The great navigator's second voyage, undertaken in 1772, with the "Resolution" and the "Adventure" is of less importance. The vessels became separated, and both at different times visited New Zealand. Captain Tobias Furneaux, in the "Adventure," also found his way to Storm Bay in Tasmania. In 1777, while on his way to search for a north-east passage between the Atlantic and Pacific Oceans, Cook again touched at the coast of Tasmania and New Zealand.

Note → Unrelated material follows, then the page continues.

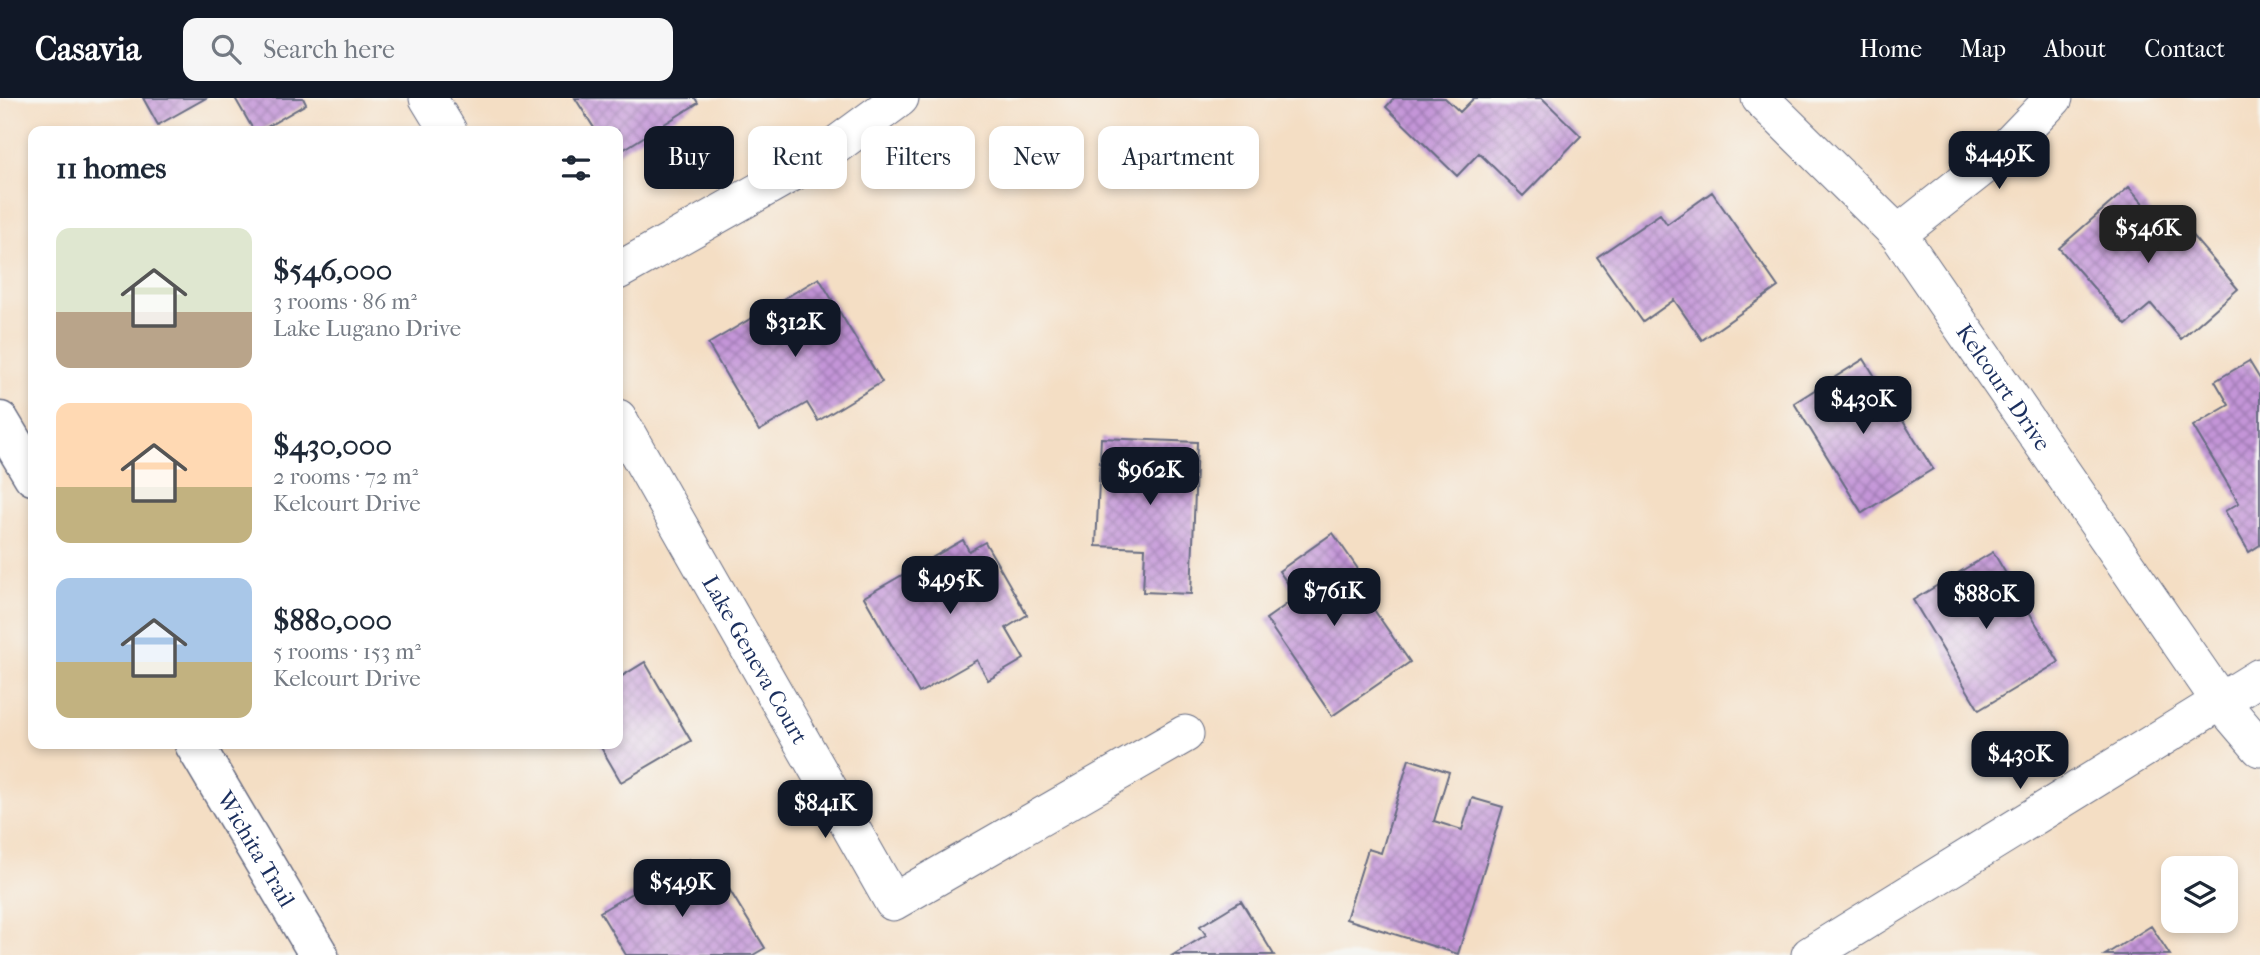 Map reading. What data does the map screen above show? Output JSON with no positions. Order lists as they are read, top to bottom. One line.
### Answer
{"streets":{"street":["Kelcourt Drive","Lake Geneva Court","Wichita Trail"]},"page":{"header":"Casavia","search":"Search here","nav":["Home","Map","About","Contact"],"chip":["Buy","Rent","Filters","New","Apartment"],"heading":"11 homes","price":["$449K","$546K","$312K","$430K","$962K","$495K","$761K","$880K","$430K","$841K","$549K"],"list":[{"name":"$546,000","note":"3 rooms · 86 m² · Lake Lugano Drive"},{"name":"$430,000","note":"2 rooms · 72 m² · Kelcourt Drive"},{"name":"$880,000","note":"5 rooms · 153 m² · Kelcourt Drive"}]}}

On his return to England, Cook gave a most graphic description of New Zealand and its people. Men engaged in commerce became impressed with the value of the various articles which New Zealand produced, and hence of its importance as a market for manufactured goods; while the savant and the scientist regarded with great interest the information recently published respecting a race of people who, while having a real though hitherto undescribed form of civilisation, were yet greedy eaters of human flesh. Cook's report of the genial climate, the fertile soil, and the evergreen forests of the new archipelago, not only excited considerable interest in England, but so captivated the eminently practical mind of Benjamin Franklin that the American philosopher published a proposal for its immediate colonisation. Meanwhile, in 1772, Captain Marion du Fresne anchored his two ships, the "Marquis de Castries" and the "Mascarin," in the Bay of Islands. These vessels formed a French expedition of discovery. Sailing from Nantes, on the Loire, Lieutenant Crozet, in command of the King's sloop "Mascarin," had lost his masts, and the two ships put into the Bay of Islands to refit. Du Fresne was frequently on shore during his stay, and habits of intimacy begat in the mind of the French Commander confidence in the friendship of the natives. Both races lived in harmony for several weeks. "They treated us," says Crozet, "with every show of friendship for thirty-three days, with the intention of eating us on the thirty-fourth." The Maori version, given by Dr. Thompson, is: "We treated Marion's party with every kindness for thirty days, and on the thirty-first they put two of our chiefs in irons, and burned our sacred places." It matters little whether the Maoris had any valid excuse for eating their guests or not, the fact remains that an attack was made on the French, when twenty-eight of their party and the commander were killed and eaten. Crozet, who had a party of men engaged in getting spars on the Kawakawa River, was also in danger of being trapped by the treacherous savages; but being forewarned, he was enabled to punish those who had killed his comrades and sought his own destruction. Before leaving the river he refitted the two vessels, and, after a stay of sixty-four days in the Bay of Islands, continued his voyage.

On his first voyage, in 1770, Cook had some grounds for the belief that Van Diemen's Land, as Tasmania was then called, was a separate island. The observations of Captain Furneaux, however, did not strengthen this belief, and when making his final voyage, the great navigator appears to have definitely concluded that it was part of the mainland of Australia. This continued to be the opinion of geographers until 1798, when Bass discovered the strait which bears his name. The next recorded expedition is a memorable one in the annals of Australian History-the despatch of a British colony to the shores of Botany Bay. Further information respecting the discovery and history of the various states of the Commonwealth will be found in subsequent chapters.